The defeat means that RUSD officials must plug a $7.5 million hole in the upcoming 2011-12 budget, deal with a lengthy backlog of building repairs and continue to support an ambitious plan to improve overall student achievement by 2016.
District voters turned down an $83.5 million bond issue to construct five new school and remodel five other buildings; a seven-year, $35 million spending increase to pay for additional teachers, support smaller class sizes and continue some existing programs, and to add $1 million annually for 10 years to the district’s reserve fund.
“We have challenges most definitely. We have to be very candid with the public. We’ll have to do the best with what we have,” said Pastor Melvin Hargrove, one of the three incumbents re-elected to the School Board on Tuesday.
William Van Atta, School Board president, suggested that the referendum questions might be retooled and brought back to voters in a year.
“I believe we’re looking at having a longer-term discussion with the community,” he said, noting that any ballot decision would be made by the entire School Board.
Pamala Handrow, another incumbent returned to the School Board, said the board’s big challenge will be “to find the dollars that we need.”
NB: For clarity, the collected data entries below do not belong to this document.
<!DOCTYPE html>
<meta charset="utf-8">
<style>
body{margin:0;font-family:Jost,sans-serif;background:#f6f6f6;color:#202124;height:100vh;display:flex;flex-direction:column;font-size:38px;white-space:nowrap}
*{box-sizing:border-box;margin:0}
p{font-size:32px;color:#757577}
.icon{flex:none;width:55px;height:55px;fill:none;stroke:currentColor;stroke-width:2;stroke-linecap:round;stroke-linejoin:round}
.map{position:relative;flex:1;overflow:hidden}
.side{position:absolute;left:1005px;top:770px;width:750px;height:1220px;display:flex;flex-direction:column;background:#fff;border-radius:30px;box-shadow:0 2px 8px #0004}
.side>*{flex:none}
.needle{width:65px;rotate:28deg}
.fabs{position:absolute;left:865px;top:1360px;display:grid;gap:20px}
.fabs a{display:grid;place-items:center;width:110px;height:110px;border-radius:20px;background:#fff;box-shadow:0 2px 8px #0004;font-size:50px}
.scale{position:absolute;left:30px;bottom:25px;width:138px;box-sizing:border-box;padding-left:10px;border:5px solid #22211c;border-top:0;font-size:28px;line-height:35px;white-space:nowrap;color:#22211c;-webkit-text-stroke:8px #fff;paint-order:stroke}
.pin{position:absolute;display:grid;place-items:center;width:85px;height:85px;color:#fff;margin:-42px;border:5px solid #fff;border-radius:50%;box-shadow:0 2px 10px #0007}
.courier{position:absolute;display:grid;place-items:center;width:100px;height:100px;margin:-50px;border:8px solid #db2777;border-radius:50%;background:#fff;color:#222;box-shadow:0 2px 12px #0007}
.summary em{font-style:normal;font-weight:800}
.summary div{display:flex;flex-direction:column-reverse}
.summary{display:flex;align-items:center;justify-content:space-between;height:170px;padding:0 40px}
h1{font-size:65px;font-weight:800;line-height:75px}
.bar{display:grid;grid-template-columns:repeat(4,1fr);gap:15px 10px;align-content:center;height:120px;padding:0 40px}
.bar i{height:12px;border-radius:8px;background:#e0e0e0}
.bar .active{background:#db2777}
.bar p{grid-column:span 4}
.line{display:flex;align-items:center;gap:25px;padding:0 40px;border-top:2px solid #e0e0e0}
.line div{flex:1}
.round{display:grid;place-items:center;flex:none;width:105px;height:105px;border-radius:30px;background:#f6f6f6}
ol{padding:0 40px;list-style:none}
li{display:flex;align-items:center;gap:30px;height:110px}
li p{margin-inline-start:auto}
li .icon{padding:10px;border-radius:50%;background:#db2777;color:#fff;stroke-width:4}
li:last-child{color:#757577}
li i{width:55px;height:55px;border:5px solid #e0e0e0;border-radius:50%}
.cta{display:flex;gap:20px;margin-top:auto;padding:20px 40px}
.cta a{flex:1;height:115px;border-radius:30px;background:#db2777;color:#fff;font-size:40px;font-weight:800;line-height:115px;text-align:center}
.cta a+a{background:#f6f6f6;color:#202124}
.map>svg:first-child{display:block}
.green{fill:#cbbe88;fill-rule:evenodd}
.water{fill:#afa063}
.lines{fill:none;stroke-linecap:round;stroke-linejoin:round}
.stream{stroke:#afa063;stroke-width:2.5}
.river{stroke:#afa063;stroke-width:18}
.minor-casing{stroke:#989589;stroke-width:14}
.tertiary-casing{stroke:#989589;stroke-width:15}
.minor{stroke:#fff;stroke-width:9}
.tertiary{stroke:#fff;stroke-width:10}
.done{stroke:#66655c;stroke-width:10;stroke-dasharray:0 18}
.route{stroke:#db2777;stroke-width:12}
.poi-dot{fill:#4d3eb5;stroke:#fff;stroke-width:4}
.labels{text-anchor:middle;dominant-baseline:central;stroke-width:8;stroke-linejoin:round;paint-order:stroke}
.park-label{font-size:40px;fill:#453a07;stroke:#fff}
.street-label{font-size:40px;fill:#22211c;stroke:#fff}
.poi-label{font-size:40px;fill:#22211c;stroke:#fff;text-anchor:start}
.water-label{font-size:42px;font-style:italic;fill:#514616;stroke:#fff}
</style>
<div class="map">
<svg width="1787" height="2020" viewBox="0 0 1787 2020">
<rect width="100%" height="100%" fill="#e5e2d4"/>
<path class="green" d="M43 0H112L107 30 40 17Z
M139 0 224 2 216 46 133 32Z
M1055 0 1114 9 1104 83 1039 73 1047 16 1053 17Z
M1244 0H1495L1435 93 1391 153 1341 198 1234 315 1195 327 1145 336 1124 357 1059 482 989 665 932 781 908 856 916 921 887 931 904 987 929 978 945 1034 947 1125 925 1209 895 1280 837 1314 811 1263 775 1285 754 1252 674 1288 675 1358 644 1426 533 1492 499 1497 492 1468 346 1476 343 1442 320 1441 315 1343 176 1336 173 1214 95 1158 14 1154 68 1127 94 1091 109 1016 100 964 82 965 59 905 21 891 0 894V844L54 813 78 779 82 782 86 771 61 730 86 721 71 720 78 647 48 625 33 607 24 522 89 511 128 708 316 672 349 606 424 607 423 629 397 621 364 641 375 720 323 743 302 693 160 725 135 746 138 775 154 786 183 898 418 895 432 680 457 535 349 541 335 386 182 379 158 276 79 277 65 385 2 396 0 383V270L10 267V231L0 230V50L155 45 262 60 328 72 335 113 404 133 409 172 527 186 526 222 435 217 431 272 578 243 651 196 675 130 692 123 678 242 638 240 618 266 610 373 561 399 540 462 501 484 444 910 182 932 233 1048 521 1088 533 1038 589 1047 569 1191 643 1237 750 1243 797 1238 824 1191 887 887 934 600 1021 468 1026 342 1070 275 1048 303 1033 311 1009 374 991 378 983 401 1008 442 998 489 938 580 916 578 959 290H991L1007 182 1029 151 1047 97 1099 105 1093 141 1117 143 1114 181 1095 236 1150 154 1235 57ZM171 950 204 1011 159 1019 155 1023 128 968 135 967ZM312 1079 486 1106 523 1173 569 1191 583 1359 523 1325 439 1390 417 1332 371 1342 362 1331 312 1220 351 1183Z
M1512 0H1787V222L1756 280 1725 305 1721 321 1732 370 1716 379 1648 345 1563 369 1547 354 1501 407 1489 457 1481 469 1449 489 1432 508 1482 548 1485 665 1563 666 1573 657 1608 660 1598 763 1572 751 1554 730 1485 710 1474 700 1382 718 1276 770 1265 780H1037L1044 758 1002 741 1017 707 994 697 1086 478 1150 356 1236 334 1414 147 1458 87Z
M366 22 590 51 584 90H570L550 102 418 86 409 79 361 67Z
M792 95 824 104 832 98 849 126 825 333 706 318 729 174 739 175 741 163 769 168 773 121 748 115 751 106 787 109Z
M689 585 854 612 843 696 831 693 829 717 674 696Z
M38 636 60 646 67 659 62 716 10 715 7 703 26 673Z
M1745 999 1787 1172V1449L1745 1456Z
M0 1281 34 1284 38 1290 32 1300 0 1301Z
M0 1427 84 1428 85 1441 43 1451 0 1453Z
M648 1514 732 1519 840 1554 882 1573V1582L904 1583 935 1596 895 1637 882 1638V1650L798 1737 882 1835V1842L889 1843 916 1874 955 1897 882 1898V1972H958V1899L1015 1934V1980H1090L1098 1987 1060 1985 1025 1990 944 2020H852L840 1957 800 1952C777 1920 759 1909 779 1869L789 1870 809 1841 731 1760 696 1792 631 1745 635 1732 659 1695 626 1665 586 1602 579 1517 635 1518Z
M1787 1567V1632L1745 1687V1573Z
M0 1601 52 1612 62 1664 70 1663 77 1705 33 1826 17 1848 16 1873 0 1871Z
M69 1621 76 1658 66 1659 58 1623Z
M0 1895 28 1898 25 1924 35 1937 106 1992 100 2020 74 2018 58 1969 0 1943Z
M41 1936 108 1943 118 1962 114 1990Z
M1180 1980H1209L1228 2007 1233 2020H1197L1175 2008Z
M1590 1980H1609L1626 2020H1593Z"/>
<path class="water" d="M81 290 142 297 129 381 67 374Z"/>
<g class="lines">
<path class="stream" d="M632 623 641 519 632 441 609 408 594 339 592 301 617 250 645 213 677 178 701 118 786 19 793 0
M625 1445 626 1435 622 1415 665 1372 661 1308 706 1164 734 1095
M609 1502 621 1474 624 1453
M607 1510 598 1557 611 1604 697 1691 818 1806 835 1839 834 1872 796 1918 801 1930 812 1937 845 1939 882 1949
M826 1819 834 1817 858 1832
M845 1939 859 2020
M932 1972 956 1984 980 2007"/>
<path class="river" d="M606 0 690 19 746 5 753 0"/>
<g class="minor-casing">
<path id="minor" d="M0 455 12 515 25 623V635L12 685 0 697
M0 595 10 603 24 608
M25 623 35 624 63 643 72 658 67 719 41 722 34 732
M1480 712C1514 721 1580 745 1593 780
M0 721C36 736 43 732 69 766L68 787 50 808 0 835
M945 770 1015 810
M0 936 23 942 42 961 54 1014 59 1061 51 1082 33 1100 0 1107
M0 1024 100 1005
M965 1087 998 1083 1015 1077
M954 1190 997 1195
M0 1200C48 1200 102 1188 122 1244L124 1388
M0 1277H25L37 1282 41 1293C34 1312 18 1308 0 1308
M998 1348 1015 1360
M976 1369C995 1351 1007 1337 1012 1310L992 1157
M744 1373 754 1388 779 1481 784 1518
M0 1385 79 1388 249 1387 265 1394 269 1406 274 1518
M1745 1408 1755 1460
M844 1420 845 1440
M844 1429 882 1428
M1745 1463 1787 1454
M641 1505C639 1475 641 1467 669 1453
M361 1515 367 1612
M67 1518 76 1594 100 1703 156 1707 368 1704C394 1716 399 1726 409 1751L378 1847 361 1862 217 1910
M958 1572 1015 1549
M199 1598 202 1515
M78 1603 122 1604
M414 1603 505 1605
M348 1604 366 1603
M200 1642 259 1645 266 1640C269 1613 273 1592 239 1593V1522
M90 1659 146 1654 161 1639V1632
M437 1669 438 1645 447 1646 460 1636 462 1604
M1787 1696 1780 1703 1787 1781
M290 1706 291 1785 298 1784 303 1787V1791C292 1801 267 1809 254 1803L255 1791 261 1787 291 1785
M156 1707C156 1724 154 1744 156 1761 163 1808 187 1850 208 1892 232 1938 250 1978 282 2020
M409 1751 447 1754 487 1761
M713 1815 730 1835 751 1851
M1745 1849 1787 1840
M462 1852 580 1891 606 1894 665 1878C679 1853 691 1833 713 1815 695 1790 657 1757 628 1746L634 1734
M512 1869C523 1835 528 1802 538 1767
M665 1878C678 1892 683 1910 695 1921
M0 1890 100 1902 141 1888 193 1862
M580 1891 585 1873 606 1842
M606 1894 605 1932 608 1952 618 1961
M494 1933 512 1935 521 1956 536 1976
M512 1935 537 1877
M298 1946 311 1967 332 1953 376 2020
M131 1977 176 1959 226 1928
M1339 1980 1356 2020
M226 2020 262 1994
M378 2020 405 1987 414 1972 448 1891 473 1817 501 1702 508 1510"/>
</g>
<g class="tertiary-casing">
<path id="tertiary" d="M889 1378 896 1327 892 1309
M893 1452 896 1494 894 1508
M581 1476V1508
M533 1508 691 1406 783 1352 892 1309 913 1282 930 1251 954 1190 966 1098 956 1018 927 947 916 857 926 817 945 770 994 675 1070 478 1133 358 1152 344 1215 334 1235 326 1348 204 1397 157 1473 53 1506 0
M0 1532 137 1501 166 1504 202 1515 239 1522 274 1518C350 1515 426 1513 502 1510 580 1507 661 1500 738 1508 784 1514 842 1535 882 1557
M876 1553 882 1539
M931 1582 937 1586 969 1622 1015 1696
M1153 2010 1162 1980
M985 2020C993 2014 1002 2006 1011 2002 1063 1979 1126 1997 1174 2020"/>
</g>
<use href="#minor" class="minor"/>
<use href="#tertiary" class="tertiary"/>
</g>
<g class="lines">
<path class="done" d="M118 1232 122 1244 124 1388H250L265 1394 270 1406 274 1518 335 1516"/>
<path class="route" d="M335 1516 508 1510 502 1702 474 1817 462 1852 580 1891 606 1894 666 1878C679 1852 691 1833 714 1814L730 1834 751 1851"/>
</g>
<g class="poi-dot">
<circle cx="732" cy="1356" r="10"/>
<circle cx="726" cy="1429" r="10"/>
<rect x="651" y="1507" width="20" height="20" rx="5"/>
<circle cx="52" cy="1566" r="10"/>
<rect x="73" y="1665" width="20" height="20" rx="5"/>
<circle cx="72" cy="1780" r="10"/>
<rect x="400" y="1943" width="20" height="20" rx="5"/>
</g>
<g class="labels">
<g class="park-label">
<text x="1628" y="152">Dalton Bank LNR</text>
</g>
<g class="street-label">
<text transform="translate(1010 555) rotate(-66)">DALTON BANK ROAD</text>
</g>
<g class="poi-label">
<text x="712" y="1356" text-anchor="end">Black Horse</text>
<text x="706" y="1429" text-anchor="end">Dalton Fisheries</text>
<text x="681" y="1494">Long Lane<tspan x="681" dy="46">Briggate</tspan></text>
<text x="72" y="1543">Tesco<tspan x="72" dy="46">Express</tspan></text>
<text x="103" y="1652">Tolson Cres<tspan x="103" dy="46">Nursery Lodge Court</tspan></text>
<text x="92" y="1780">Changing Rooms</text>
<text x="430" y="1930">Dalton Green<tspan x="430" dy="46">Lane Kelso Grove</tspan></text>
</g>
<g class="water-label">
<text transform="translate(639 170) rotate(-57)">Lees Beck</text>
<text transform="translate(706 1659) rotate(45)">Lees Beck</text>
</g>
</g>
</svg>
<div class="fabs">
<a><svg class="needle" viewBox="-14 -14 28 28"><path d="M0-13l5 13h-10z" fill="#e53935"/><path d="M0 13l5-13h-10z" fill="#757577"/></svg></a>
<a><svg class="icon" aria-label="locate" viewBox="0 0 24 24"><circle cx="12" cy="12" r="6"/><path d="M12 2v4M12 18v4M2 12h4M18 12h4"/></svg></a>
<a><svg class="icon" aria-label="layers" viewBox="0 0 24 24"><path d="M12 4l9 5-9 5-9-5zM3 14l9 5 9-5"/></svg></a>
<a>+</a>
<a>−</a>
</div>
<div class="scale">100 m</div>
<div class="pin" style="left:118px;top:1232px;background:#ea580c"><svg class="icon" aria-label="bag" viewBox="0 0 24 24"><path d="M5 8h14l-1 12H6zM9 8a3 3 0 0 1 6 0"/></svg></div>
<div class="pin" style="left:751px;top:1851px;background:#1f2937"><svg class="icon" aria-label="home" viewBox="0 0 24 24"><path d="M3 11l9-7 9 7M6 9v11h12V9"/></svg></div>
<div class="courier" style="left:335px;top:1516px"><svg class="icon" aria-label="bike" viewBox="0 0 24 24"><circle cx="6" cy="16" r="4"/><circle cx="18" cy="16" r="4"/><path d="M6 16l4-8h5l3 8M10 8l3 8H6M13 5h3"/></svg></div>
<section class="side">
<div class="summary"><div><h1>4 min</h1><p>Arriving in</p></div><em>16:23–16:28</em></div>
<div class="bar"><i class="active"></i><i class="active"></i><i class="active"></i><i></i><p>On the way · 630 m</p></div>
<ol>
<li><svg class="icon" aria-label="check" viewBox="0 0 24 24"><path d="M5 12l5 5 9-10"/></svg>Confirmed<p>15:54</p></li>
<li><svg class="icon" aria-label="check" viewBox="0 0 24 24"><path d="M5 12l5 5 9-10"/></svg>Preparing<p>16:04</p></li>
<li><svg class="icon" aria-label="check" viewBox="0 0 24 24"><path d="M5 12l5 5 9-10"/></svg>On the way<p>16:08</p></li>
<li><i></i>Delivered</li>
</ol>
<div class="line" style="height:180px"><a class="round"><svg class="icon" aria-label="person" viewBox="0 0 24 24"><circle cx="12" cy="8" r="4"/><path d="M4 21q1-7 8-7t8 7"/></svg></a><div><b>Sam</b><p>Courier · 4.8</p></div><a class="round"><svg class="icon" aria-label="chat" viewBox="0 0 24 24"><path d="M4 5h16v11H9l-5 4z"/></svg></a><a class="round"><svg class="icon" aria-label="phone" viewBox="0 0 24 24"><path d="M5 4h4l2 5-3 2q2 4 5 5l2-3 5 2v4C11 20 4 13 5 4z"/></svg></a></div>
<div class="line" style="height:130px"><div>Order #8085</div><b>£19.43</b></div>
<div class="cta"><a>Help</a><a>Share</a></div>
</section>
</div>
Handrow, Hargrove and Van Atta were among the majority of School Board members supporting the three referendum questions. Dennis Wiser, another incumbent also re-elected Tuesday, opposed the bond issue and operating expenses questions.
“The board has to take a good, long look at itself,” Wiser said on Wednesday. “For the past year, nothing we’ve done has gotten results or public support.”
He suggested that it might be more acceptable to voters if building improvements were “packaged in little chunks” by addressing some of the most serious issues like the deterioration of the Olympia Brown and Walden III buildings.
A five-year, $16.5 million facilities maintenance referendum expires in 2013.